Fetch runs after execution

Inspecting a finished pipeline run and its outputs.

This is an older version of the ZenML documentation. To read and view the latest version please visit this up-to-date URL.

Fetch runs after execution

Once a pipeline run has been completed, we can access the corresponding information in code, which enables several use cases:

  • Loading artifacts like models or datasets saved by previous runs

  • Accessing metadata or configurations of previous runs

  • Programmatically inspecting the lineage of pipeline runs and their artifacts

The hierarchy of pipelines, runs, steps, and artifacts is as follows:

As you can see from the diagram, there are many layers of 1-to-N relationships.

Let us investigate how to traverse this hierarchy level-by-level:

Pipelines

Access Pipeline From Class

After you have run a pipeline at least once, you can access all the information associated with this pipeline through the corresponding PipelineResponseModel that you can access via the pipeline's model property:

@pipeline
def my_pipeline():
    ...

my_pipeline()

# get the Pydantic model representation of the pipeline
pipeline_model = my_pipeline.model

# find information about the pipeline
name = pipeline_model.name
version = pipeline_model.version
...

These pipeline "models" are not related to machine learning models like decision trees or neural networks. Rather, you can think of them as similar to types in strictly-typed languages. Checkout the ZenML Client Documentation for more details.

Get Pipeline via Client

Alternatively, if you don't have the pipeline definition loaded anymore, you can also fetch the pipeline via the Client.get_pipeline() method.

from zenml.client import Client

pipeline_model = Client().get_pipeline("first_pipeline")

Checkout the ZenML Client Documentation for more information on the Client class and its purpose.

Discover and List Pipelines

If you're not sure which pipeline you need to fetch, you can find a list of all registered pipelines in the ZenML dashboard, or list them programmatically either via the Client or the CLI.

List Pipelines via Client

You can use the Client.list_pipelines() method to get a list of all pipelines registered in ZenML:

from zenml.client import Client

pipelines = Client().list_pipelines()

List Pipelines via CLI

Alternatively, you can also list pipelines with the following CLI command:

zenml pipeline list

Runs

Each pipeline can be executed many times, resulting in several Runs.

Get Runs of Pipeline

You can get a list of all runs of a pipeline using the runs property of the pipeline:

runs = pipeline_model.runs

The result will be a list of the most recent runs of this pipeline, ordered from newest to oldest.

Alternatively, you can also use the pipeline_model.get_runs() method which allows you to specify detailed parameters for filtering or pagination. See the ZenML Client Documentation for more information.

Get Last Run of Pipeline

To access the most recent run of a pipeline, you can either use the last_run property or access it through the runs list:

last_run = pipeline_model.last_run  # OR: pipeline_model.runs[0]
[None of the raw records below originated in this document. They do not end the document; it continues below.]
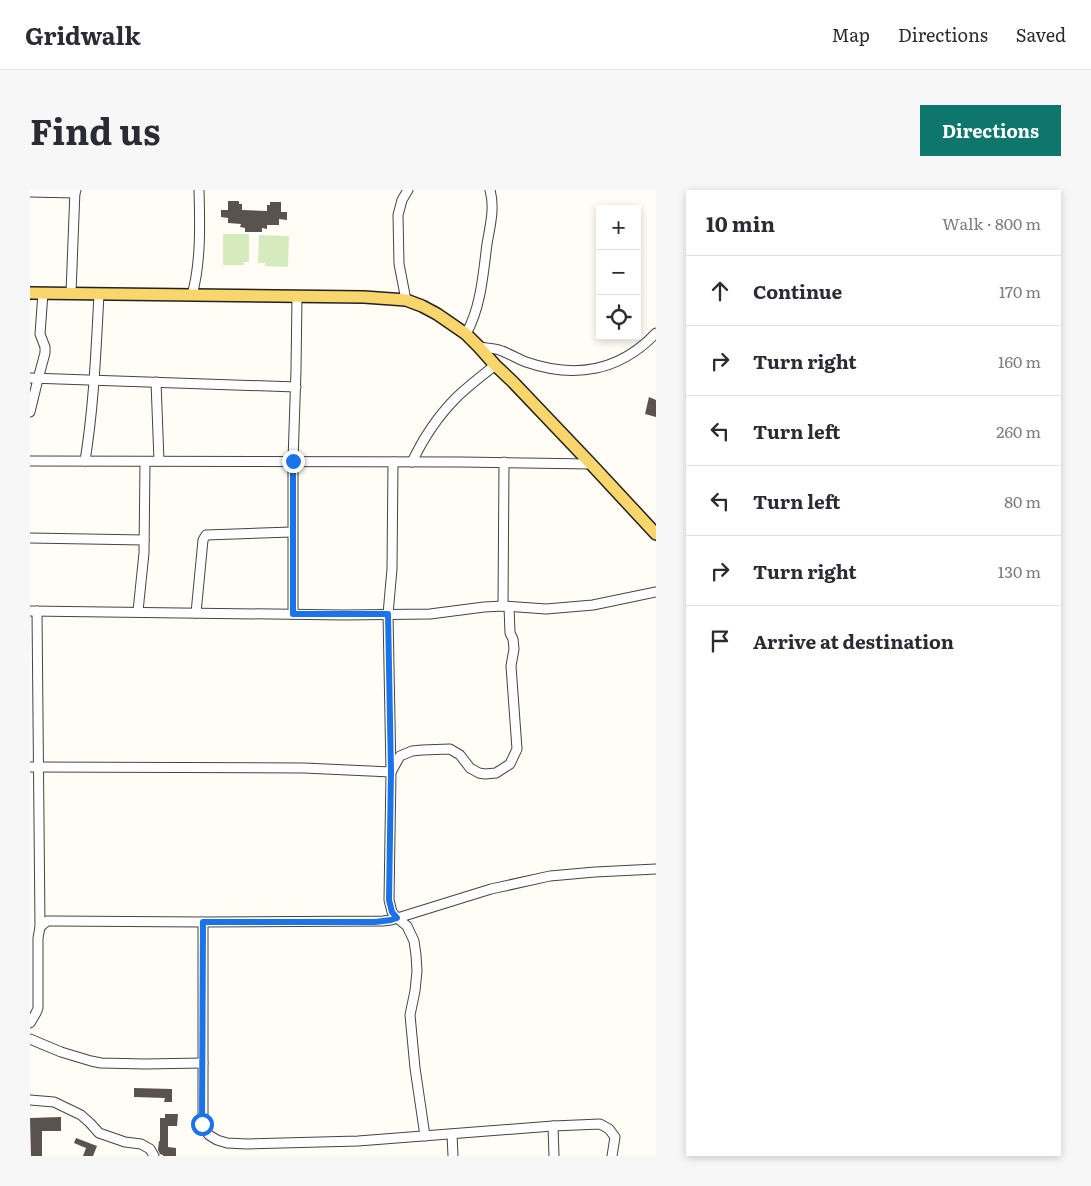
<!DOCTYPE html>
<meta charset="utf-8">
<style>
:root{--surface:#fff;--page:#f7f7f7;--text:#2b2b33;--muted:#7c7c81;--line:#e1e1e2;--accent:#0f766e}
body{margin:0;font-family:Literata,serif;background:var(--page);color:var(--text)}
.controls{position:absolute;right:15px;top:15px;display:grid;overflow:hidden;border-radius:0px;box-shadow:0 2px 8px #0003}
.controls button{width:45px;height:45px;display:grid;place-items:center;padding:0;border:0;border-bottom:1px solid var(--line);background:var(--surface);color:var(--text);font:25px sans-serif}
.stop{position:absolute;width:15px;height:15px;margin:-11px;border:4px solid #1a73e8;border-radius:50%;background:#fff}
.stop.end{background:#1a73e8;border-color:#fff;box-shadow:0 1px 5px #0008}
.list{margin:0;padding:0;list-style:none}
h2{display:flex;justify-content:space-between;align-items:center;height:65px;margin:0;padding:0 20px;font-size:21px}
h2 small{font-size:16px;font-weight:400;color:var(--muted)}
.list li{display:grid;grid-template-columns:32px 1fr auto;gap:15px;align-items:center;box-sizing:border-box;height:70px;padding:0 20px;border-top:1px solid var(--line)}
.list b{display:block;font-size:19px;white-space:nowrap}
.list em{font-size:16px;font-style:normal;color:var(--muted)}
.icon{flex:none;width:28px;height:28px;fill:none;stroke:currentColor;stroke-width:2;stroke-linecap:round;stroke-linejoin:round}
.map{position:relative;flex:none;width:626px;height:966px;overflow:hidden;border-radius:0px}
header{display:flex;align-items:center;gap:30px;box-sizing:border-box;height:70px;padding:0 25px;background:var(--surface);border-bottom:1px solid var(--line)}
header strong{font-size:24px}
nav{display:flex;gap:28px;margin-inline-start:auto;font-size:18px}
.intro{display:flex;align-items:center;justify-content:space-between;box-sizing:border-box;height:120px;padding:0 30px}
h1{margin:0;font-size:35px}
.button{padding:12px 22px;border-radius:0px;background:var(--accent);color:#fff;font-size:18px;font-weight:700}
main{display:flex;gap:30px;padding:0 30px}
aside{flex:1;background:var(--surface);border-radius:0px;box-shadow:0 2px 8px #0003}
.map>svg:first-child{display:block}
</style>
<header>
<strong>Gridwalk</strong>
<nav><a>Map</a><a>Directions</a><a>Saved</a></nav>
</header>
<div class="intro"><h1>Find us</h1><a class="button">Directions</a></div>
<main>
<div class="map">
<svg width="626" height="966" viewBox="0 0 626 966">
<rect width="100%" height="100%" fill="#fffdf5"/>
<g fill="#d5ebbd">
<path d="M193,44H219V72H214V75H193Z"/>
<path d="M229,45L259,46L258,77L235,76V73H228Z"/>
</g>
<g fill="#5a524d">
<path d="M198,11H209V14H212V20L237,21V15H240V12H251V22H257V30L249,29V35H237V39L232,38V42H215V38L210,37L211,34L198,33V28L191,27V20H198Z"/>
<path d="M619,207L626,210V227L615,224Z"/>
<path d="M104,898L142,899V912H134L135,908L104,907Z"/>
<path d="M135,924H148L147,936H138V957L146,958V966H133V965L130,964L128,960L129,951H130V928H135Z"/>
<path d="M31,927V941H12V966H1L0,928Z"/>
<path d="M46,948L67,956L63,966H53L56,958L44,953Z"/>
</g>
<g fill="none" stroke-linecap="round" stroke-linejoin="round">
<defs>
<g id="minor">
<path d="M0,2L45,3L46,0"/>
<path d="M41,103L45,0"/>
<path d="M162,105C171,73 170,34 169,0"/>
<path d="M376,110L369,74L368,25L372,10L378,0"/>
<path d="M436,144C451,117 453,85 457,54C460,36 465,18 460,0"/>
<path d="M449,157C457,158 465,158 472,161C480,164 488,169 496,172C545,189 590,181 626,143"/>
<path d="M0,188L266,197"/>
<path d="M126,192L129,271"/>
<path d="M0,222L8,189L15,163V157L10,144L13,103"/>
<path d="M0,271L431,272L561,274"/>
<path d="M55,271C64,215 66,160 69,104"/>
<path d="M363,272L362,379L358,424L361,582L359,710L362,722L367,728L377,736L384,751L386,765L387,781L385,801L380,825L385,878L395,946"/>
<path d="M382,272C393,249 408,226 426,208C438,196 452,186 465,175"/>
<path d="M0,348L114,350"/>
<path d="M473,416L474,272"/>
<path d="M0,421L314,425L400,424L454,417L473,416L516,419L563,415L626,402"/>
<path d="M108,421L114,363L115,272"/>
<path d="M166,423L173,350L176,345L262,342"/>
<path d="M263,424V271L266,180L267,106"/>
<path d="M0,577L274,578L361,582L370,566L382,561L392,560L420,559L430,565L440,578L449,583L455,584L466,583L480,574L487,559L481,476L484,459L483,449L480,443L479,417"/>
<path d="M173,732V934L175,940L179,945L187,950L197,953L217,954L328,951L523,936L570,934L579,939L585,947L582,966"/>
<path d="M10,737L17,731H22L173,732L353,731L361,730L461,699L520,686L565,682L626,679"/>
<path d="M0,833L6,823L8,818V748L10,737L7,421"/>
<path d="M0,849L31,862L61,871L71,873L115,874L173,873"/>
<path d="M0,910L24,912L51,925L60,933L69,943L95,952L111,954L120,959L124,966"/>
<path d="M523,936L524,966"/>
<path d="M422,944L423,966"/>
</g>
<path id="major" d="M0,103L334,107L376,110L392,116L407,124L436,144L449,157L465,175L483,192L561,274L626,344"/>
</defs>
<use href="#minor" stroke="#444" stroke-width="11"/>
<use href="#major" stroke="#222" stroke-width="14"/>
<use href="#minor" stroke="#fff" stroke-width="9"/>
<use href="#major" stroke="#f9d66b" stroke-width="11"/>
</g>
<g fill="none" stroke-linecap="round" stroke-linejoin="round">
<path stroke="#1a73e8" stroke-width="6" d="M172,934L173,732H345L361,730L367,728L362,722L359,710L361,582L358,424H263V271"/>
</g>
</svg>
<div class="controls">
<button>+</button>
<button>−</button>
<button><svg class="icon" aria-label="locate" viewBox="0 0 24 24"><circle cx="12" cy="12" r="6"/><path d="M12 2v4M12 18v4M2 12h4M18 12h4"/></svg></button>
</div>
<div class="stop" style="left:172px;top:934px"></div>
<div class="stop end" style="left:263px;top:271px"></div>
</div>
<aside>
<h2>10 min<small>Walk · 800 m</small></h2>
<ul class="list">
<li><svg class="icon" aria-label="ahead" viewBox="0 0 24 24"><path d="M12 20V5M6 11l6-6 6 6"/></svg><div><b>Continue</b></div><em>170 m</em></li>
<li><svg class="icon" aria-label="right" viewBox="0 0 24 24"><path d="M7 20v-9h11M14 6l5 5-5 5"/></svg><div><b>Turn right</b></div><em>160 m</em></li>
<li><svg class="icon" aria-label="left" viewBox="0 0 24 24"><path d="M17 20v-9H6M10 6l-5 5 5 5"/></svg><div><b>Turn left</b></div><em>260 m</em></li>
<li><svg class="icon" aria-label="left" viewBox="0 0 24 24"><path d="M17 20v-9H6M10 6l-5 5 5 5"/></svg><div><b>Turn left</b></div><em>80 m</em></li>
<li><svg class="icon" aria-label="right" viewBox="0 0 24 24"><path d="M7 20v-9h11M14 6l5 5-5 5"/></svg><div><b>Turn right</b></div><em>130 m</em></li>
<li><svg class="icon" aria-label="arrive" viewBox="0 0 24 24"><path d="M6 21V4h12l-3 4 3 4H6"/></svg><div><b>Arrive at destination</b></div></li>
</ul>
</aside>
</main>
If your most recent runs have failed, and you want to find the last run that has succeeded, you can use the last_successful_run property instead.

Get Run via Client

If you already know the exact run that you want to fetch (e.g., from looking at the dashboard), you can use the Client.get_pipeline_run() method to fetch the run directly without having to query the pipeline first:

from zenml.client import Client

pipeline_run = Client().get_pipeline_run("first_pipeline-2023_06_20-16_20_13_274466")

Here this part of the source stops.